Schneider co-wrote the book with his Seattle managing editor, David McCumber. He had stumbled across the story almost by accident, through a rumor picked up by another reporter who was working with Schneider on a hard-rock mining series.
McCumber put up with Schneider going off in another direction and running up expenses for lab tests, travel and who knows what else.
When Schneider's probe turned up evidence that asbestos was still widely used in many consumer products - from brake shoes to crayons - McCumber backed up his reporter and published it all.
At one point, when a reader wants Schneider to investigate asbestos at a mine in Virginia, Schneider tells his boss, "We can't be the asbestos cops for the whole country."
McCumber replies, "But if we don't do it, who will?"
Schneider has since left the Seattle paper for a job running investigations for the St.

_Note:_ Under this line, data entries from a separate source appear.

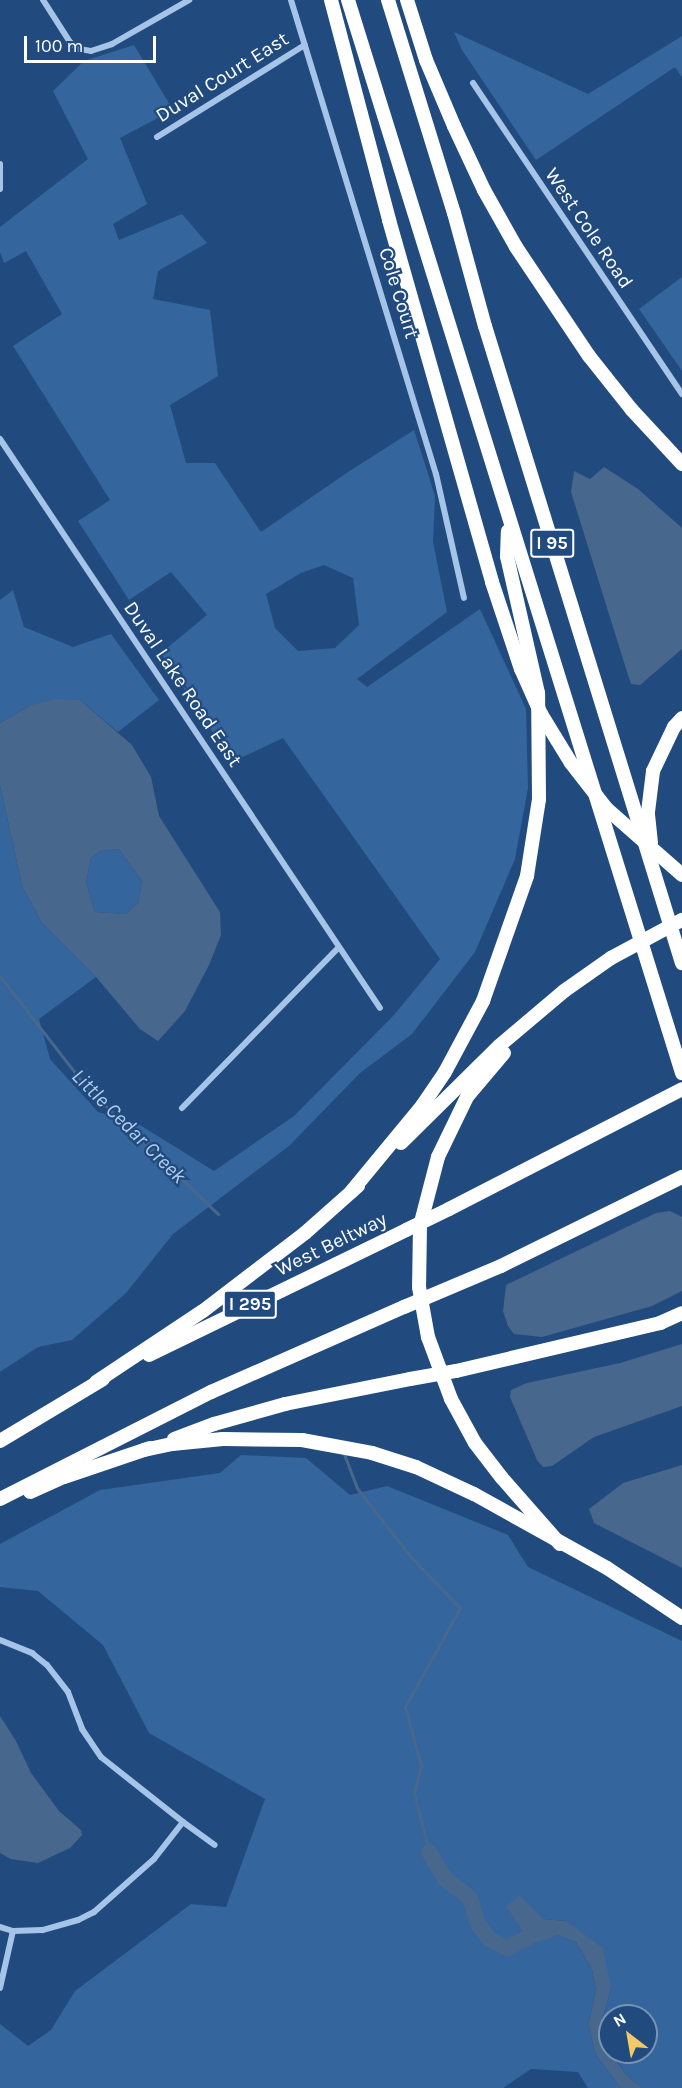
<!DOCTYPE html>
<html>
<head>
<meta charset="utf-8">
<style>
  body { margin:0 }
  #map { position:relative; width:682px; height:2088px; overflow:hidden; background:#214b7e; font-family:Karla,sans-serif }
  div>[style] { position:absolute }
  [style*='--x'] { left:calc(var(--x)*1px); top:calc(var(--y)*1px); width:calc(var(--w)*1px); rotate:calc(var(--a)*1deg) }
  .green>* { inset:0; background:#34659c }
  .water>* { inset:0; background:#48678c }
  .stream>* { height:3px; margin:-1.5px; padding:0 1.5px; transform-origin:1.5px; border-radius:1.5px; background:#48678c }
  .river>* { height:16px; margin:-8px; padding:0 8px; transform-origin:8px; border-radius:8px; background:#48678c }
  .street>* { height:6px; margin:-3px; padding:0 3px; transform-origin:3px; border-radius:3px; background:#a5c4e7 }
  .highway>* { height:14px; margin:-7px; padding:0 7px; transform-origin:7px; border-radius:7px; background:#fff }
  .highway-bridge>* { height:14px; margin:-7px; padding:0 7px; transform-origin:7px; border-radius:7px; background:#fff }
  span { translate:-50% -50%; white-space:nowrap; text-align:center; line-height:1.15; -webkit-text-stroke:4.5px #214b7e; paint-order:stroke }
  .shield-label span { padding:2px 4px; background:#214b7e; border:2px solid; border-radius:4px; -webkit-text-stroke-width:0 }
  .shield-label { font-size:18px; color:#fff; font-weight:700 }
  .street-label { font-size:20px; color:#fff }
  .water-label { font-size:21px; color:#b1ceef; font-style:italic }
  .north { position:absolute; left:598px; top:2004px; width:60px; height:60px; box-sizing:border-box; background:#214b7e; border:2px solid #7a93b2; border-radius:50%; rotate:329deg; font-size:16px; font-weight:700; line-height:24px; text-align:center; color:#fff }
  .north::after { content:''; display:block; margin:auto; width:21px; height:27px; background:#f3c867; clip-path:polygon(50% 0,100% 100%,50% 72%,0 100%) }
  .scale { position:absolute; left:24px; top:36px; width:132px; height:27px; box-sizing:border-box; border:3px solid #fff; border-top:0; padding-left:8px; font-size:18px; line-height:21px; white-space:nowrap; color:#fff; -webkit-text-stroke:4px #214b7e; paint-order:stroke }
</style>
</head>
<body>
<div id="map">
  <div class="green">
    <div style="clip-path:polygon(454px 32px,588px 94px,682px 36px,682px 77px,675px 67px,536px 160px,462px 50px)"></div>
    <div style="clip-path:polygon(evenodd,134px 45px,173px 110px,120px 138px,147px 204px,113px 224px,119px 240px,182px 214px,207px 243px,158px 271px,153px 299px,210px 310px,218px 376px,170px 405px,186px 463px,215px 463px,261px 532px,348px 472px,414px 430px,435px 496px,433px 542px,447px 612px,357px 679px,367px 687px,480px 609px,526px 709px,528px 788px,515px 859px,475px 952px,412px 1034px,360px 1073px,289px 1146px,173px 1234px,126px 1293px,72px 1340px,38px 1347px,0 1372px,0 785px,22px 886px,42px 923px,96px 977px,39px 1019px,50px 1059px,98px 1112px,140px 1125px,214px 1171px,294px 1116px,394px 1015px,440px 959px,283px 738px,232px 762px,161px 653px,207px 615px,171px 572px,129px 600px,78px 521px,110px 500px,13px 346px,62px 314px,26px 251px,4px 263px,0 252px,0 227px,88px 159px,53px 91px,84px 61px,134px 45px,324px 565px,353px 578px,359px 625px,335px 648px,298px 651px,275px 628px,266px 594px,301px 573px,324px 565px)"></div>
    <div style="clip-path:polygon(682px 277px,682px 371px,639px 309px)"></div>
    <div style="clip-path:polygon(13px 590px,24px 627px,73px 647px,111px 634px,159px 700px,118px 732px,80px 700px,31px 705px,0 723px,0 600px)"></div>
    <div style="clip-path:polygon(119px 849px,142px 881px,138px 903px,126px 914px,95px 912px,86px 883px,91px 858px,101px 851px)"></div>
    <div style="clip-path:polygon(241px 1455px,306px 1458px,350px 1495px,387px 1486px,508px 1535px,528px 1567px,682px 1641px,682px 2088px,643px 2088px,627px 2076px,611px 2052px,646px 2052px,646px 2016px,610px 2016px,610px 2050px,602px 2020px,611px 1988px,566px 1921px,543px 1919px,541px 1936px,559px 1935px,576px 1942px,592px 1970px,596px 1990px,588px 2025px,596px 2055px,621px 2088px,588px 2088px,578px 2072px,531px 2069px,503px 2088px,0 2088px,0 2024px,28px 2046px,51px 2030px,75px 1991px,191px 1904px,226px 1907px,265px 1799px,149px 1733px,103px 1645px,38px 1591px,0 1587px,0 1544px,100px 1490px,220px 1473px)"></div>
  </div>
  <div class="water">
    <div style="clip-path:polygon(604px 467px,638px 489px,682px 528px,682px 649px,640px 685px,631px 684px,627px 672px,571px 492px,574px 471px,590px 479px)"></div>
    <div style="clip-path:polygon(evenodd,57px 699px,80px 700px,132px 745px,151px 777px,159px 816px,220px 912px,221px 935px,209px 965px,185px 1011px,158px 1041px,140px 1029px,96px 977px,42px 923px,22px 886px,0 785px,0 723px,31px 705px,57px 699px,119px 849px,142px 881px,138px 903px,126px 914px,95px 912px,86px 883px,91px 858px,101px 851px,119px 849px)"></div>
    <div style="clip-path:polygon(670px 1211px,682px 1217px,682px 1291px,652px 1306px,542px 1337px,514px 1334px,508px 1326px,503px 1311px,506px 1285px,656px 1213px)"></div>
    <div style="clip-path:polygon(682px 1344px,682px 1406px,594px 1437px,552px 1466px,543px 1467px,537px 1460px,510px 1397px,511px 1390px,527px 1383px,620px 1363px)"></div>
    <div style="clip-path:polygon(682px 1465px,682px 1568px,594px 1523px,589px 1509px,623px 1483px)"></div>
    <div style="clip-path:polygon(0 1716px,16px 1741px,31px 1773px,59px 1811px,81px 1830px,82px 1835px,70px 1848px,38px 1863px,11px 1859px,0 1853px)"></div>
    <div style="clip-path:polygon(520px 1896px,543px 1919px,566px 1921px,603px 1948px,611px 1988px,602px 2020px,610px 2052px,627px 2076px,643px 2088px,621px 2088px,596px 2055px,588px 2025px,596px 1990px,592px 1970px,576px 1942px,558px 1935px,529px 1941px,506px 1906px)"></div>
  </div>
  <div class="stream">
    <div style="--x:0;--y:976;--w:142;--a:52.2"></div>
    <div style="--x:87;--y:1088;--w:182;--a:43.9"></div>
    <div style="--x:344;--y:1454;--w:36;--a:69"></div>
    <div style="--x:357;--y:1488;--w:86;--a:52.1"></div>
    <div style="--x:410;--y:1556;--w:72;--a:46.1"></div>
    <div style="--x:460;--y:1608;--w:113;--a:119.1"></div>
    <div style="--x:405;--y:1707;--w:60;--a:74.6"></div>
    <div style="--x:421;--y:1765;--w:29;--a:104"></div>
    <div style="--x:414;--y:1793;--w:61;--a:75.7"></div>
  </div>
  <div class="river">
    <div style="--x:429;--y:1852;--w:31;--a:59"></div>
    <div style="--x:445;--y:1879;--w:31;--a:37"></div>
    <div style="--x:470;--y:1898;--w:27;--a:73"></div>
    <div style="--x:478;--y:1924;--w:19;--a:54"></div>
    <div style="--x:489;--y:1939;--w:20;--a:27"></div>
    <div style="--x:507;--y:1948;--w:33;--a:-27"></div>
    <div style="--x:536;--y:1933;--w:11;--a:-10"></div>
  </div>
  <div class="street">
    <div style="--x:43;--y:0;--w:50;--a:57.3"></div>
    <div style="--x:70;--y:42;--w:11;--a:38"></div>
    <div style="--x:79;--y:49;--w:12;--a:9"></div>
    <div style="--x:91;--y:51;--w:22;--a:-18"></div>
    <div style="--x:112;--y:44;--w:89;--a:-29.7"></div>
    <div style="--x:291;--y:0;--w:496;--a:73"></div>
    <div style="--x:436;--y:474;--w:127;--a:77.3"></div>
    <div style="--x:473;--y:83;--w:375;--a:56.1"></div>
    <div style="--x:157;--y:137;--w:174;--a:-31.9"></div>
    <div style="--x:0;--y:164;--w:25;--a:90"></div>
    <div style="--x:0;--y:439;--w:684;--a:56.26"></div>
    <div style="--x:182;--y:1108;--w:223;--a:-45.7"></div>
    <div style="--x:0;--y:1640;--w:35;--a:22"></div>
    <div style="--x:32;--y:1653;--w:19;--a:39"></div>
    <div style="--x:47;--y:1665;--w:34;--a:52"></div>
    <div style="--x:68;--y:1692;--w:40;--a:69"></div>
    <div style="--x:82;--y:1729;--w:34;--a:56"></div>
    <div style="--x:101;--y:1757;--w:105;--a:38.4"></div>
    <div style="--x:183;--y:1822;--w:47;--a:128.1"></div>
    <div style="--x:154;--y:1859;--w:80;--a:138.5"></div>
    <div style="--x:94;--y:1912;--w:18;--a:153"></div>
    <div style="--x:78;--y:1920;--w:37;--a:164"></div>
    <div style="--x:42;--y:1930;--w:29;--a:178"></div>
    <div style="--x:13;--y:1931;--w:14;--a:-163"></div>
    <div style="--x:183;--y:1822;--w:39;--a:36"></div>
    <div style="--x:0;--y:1988;--w:58;--a:-77.2"></div>
  </div>
  <div class="highway">
    <div style="--x:331;--y:0;--w:228;--a:75.2"></div>
    <div style="--x:389;--y:220;--w:376;--a:74.1"></div>
    <div style="--x:348;--y:0;--w:1124;--a:72.71"></div>
    <div style="--x:388;--y:0;--w:223;--a:72.8"></div>
    <div style="--x:454;--y:213;--w:117;--a:74.7"></div>
    <div style="--x:485;--y:326;--w:667;--a:72.82"></div>
    <div style="--x:407;--y:0;--w:63;--a:72.4"></div>
    <div style="--x:426;--y:60;--w:72;--a:67"></div>
    <div style="--x:454;--y:126;--w:71;--a:64.9"></div>
    <div style="--x:484;--y:190;--w:65;--a:60.7"></div>
    <div style="--x:516;--y:247;--w:131;--a:56.2"></div>
    <div style="--x:589;--y:356;--w:69;--a:51.5"></div>
    <div style="--x:632;--y:410;--w:74;--a:47.2"></div>
    <div style="--x:651;--y:843;--w:31;--a:-96"></div>
    <div style="--x:648;--y:812;--w:41;--a:-83"></div>
    <div style="--x:653;--y:771;--w:49;--a:-64.5"></div>
    <div style="--x:674;--y:727;--w:12;--a:-48"></div>
    <div style="--x:504;--y:1053;--w:57;--a:130.1"></div>
    <div style="--x:467;--y:1097;--w:67;--a:115.8"></div>
    <div style="--x:438;--y:1157;--w:71;--a:104.6"></div>
    <div style="--x:420;--y:1226;--w:61;--a:90.9"></div>
    <div style="--x:419;--y:1287;--w:51;--a:79.8"></div>
    <div style="--x:428;--y:1337;--w:66;--a:69.6"></div>
    <div style="--x:451;--y:1399;--w:50;--a:61.4"></div>
    <div style="--x:475;--y:1443;--w:44;--a:52.4"></div>
    <div style="--x:502;--y:1478;--w:88;--a:48.7"></div>
    <div style="--x:401;--y:1143;--w:138;--a:-44.7"></div>
    <div style="--x:499;--y:1046;--w:85;--a:-40.2"></div>
    <div style="--x:564;--y:991;--w:57;--a:-35.1"></div>
    <div style="--x:351;--y:1192;--w:112;--a:-50.5"></div>
    <div style="--x:422;--y:1106;--w:41;--a:-55.9"></div>
    <div style="--x:445;--y:1072;--w:81;--a:-61.8"></div>
    <div style="--x:483;--y:1001;--w:133;--a:-70.6"></div>
    <div style="--x:527;--y:876;--w:78;--a:-81.1"></div>
    <div style="--x:539;--y:799;--w:106;--a:-90.5"></div>
    <div style="--x:538;--y:693;--w:140;--a:-102.8"></div>
    <div style="--x:507;--y:556;--w:25;--a:-88"></div>
    <div style="--x:449;--y:1209;--w:262;--a:-27.2"></div>
    <div style="--x:501;--y:1266;--w:202;--a:-26.2"></div>
    <div style="--x:149;--y:1355;--w:286;--a:-25.9"></div>
    <div style="--x:456;--y:1371;--w:210;--a:-13.2"></div>
    <div style="--x:660;--y:1323;--w:24;--a:-24"></div>
    <div style="--x:96;--y:1382;--w:128;--a:-33.6"></div>
    <div style="--x:203;--y:1311;--w:128;--a:-37.4"></div>
    <div style="--x:305;--y:1233;--w:71;--a:-41.6"></div>
    <div style="--x:174;--y:1439;--w:43;--a:-20.6"></div>
    <div style="--x:214;--y:1424;--w:74;--a:-15.7"></div>
    <div style="--x:285;--y:1404;--w:127;--a:-11.3"></div>
    <div style="--x:0;--y:1441;--w:120;--a:-31"></div>
    <div style="--x:144;--y:1450;--w:29;--a:-12"></div>
    <div style="--x:172;--y:1444;--w:51;--a:-5.6"></div>
    <div style="--x:223;--y:1439;--w:79;--a:0.7"></div>
    <div style="--x:302;--y:1440;--w:71;--a:10.5"></div>
    <div style="--x:372;--y:1453;--w:46;--a:17.7"></div>
    <div style="--x:416;--y:1467;--w:64;--a:25"></div>
    <div style="--x:474;--y:1494;--w:152;--a:29.1"></div>
    <div style="--x:607;--y:1568;--w:90;--a:33.7"></div>
    <div style="--x:30;--y:1492;--w:37;--a:-24"></div>
    <div style="--x:64;--y:1477;--w:91;--a:-18.6"></div>
    <div style="--x:0;--y:1499;--w:237;--a:-26.9"></div>
    <div style="--x:211;--y:1392;--w:211;--a:-23.8"></div>
  </div>
  <div class="highway-bridge">
    <div style="--x:492;--y:582;--w:92;--a:71.6"></div>
    <div style="--x:521;--y:669;--w:49;--a:66"></div>
    <div style="--x:541;--y:714;--w:57;--a:58.5"></div>
    <div style="--x:571;--y:763;--w:58;--a:52"></div>
    <div style="--x:607;--y:809;--w:100;--a:41.3"></div>
    <div style="--x:611;--y:958;--w:81;--a:-28.2"></div>
    <div style="--x:406;--y:1230;--w:48;--a:-26"></div>
    <div style="--x:404;--y:1307;--w:105;--a:-22.9"></div>
    <div style="--x:410;--y:1379;--w:47;--a:-9.9"></div>
  </div>
  <div class="shield-label">
    <span style="left:552px;top:543px">I 95</span>
    <span style="left:250px;top:1304px">I 295</span>
  </div>
  <div class="street-label">
    <span style="left:222px;top:77px;rotate:-32deg">Duval Court East</span>
    <span style="left:589px;top:228px;rotate:56deg">West Cole Road</span>
    <span style="left:399px;top:293px;rotate:73deg">Cole Court</span>
    <span style="left:183px;top:684px;rotate:56deg">Duval Lake Road East</span>
    <span style="left:331px;top:1244px;rotate:-26deg">West Beltway</span>
  </div>
  <div class="water-label">
    <span style="left:129px;top:1126px;rotate:45deg">Little Cedar Creek</span>
  </div>
  <div class="north">N</div>
  <div class="scale">100 m</div>
</div>
</body>
</html>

Louis Post-Dispatch. There, he has continued to dig into asbestos, with reports on contamination of lower Manhattan following the World Trade Center collapse and the most complete coverage of the congressional debate on asbestos "tort reform" legislation.
In those stories, Schneider debunks an often-repeated myth: That asbestos is banned in the United States. In 1991, a federal appeals court threw out EPA's effort to ban the material.
And in the book, Schneider and McCumber detail how the Bush White House thwarted EPA's efforts to warn the public about dangerous asbestos insulation in millions of American homes.
The book isn't all good news for trial lawyers. It has harsh words for the litigation factories that many large law firms that represent asbestos victims have become.
During a visit to a union hall in St. Louis, Schneider sees how lawyers do quick X-rays and look for workers whose job "might have put them, at any time, anywhere near asbestos in furnaces, boilers, pipes, or production lines or in any operations where asbestos was being stored, used or removed."
But not all lawyers use such tactics, Schneider and McCumber say.
"But these aren't the lawyers clogging the courts across the country with tens of thousands of suits filed on behalf of clients who feel fine, who have no symptoms of illness and may never become ill," they write.
"Frail old men hooked to oxygen, awaiting death in small communities around the Vanderbilt talc mines in New York and near the taconite mines along the Iron Range in Minnesota and Michigan, are the losers in the litigation sweepstakes," they continue. "And, in 20 years, so may be the emergency workers from the World Trade Center attack, and those who lived and worked in lower Manhattan, and an unknown number of people exposed to the deadly fibers from the tainted Zonolite insulation in their attics."
In the late 1980s, Schneider won two Pulitzer Prizes at the old Pittsburgh Press for his reporting on failures in the U.S. organ transplant system and inadequacies in the Federal Aviation Administration's medical screening of pilots.
His reporting on asbestos for two different papers is exactly what investigative reporting - and newspaper publishing - should be all about.
With "An Air That Kills," Schneider and McCumber have written a worthy successor to Paul Brodeur's classic 1985 work, "Outrageous Misconduct: The Asbestos Industry on Trial."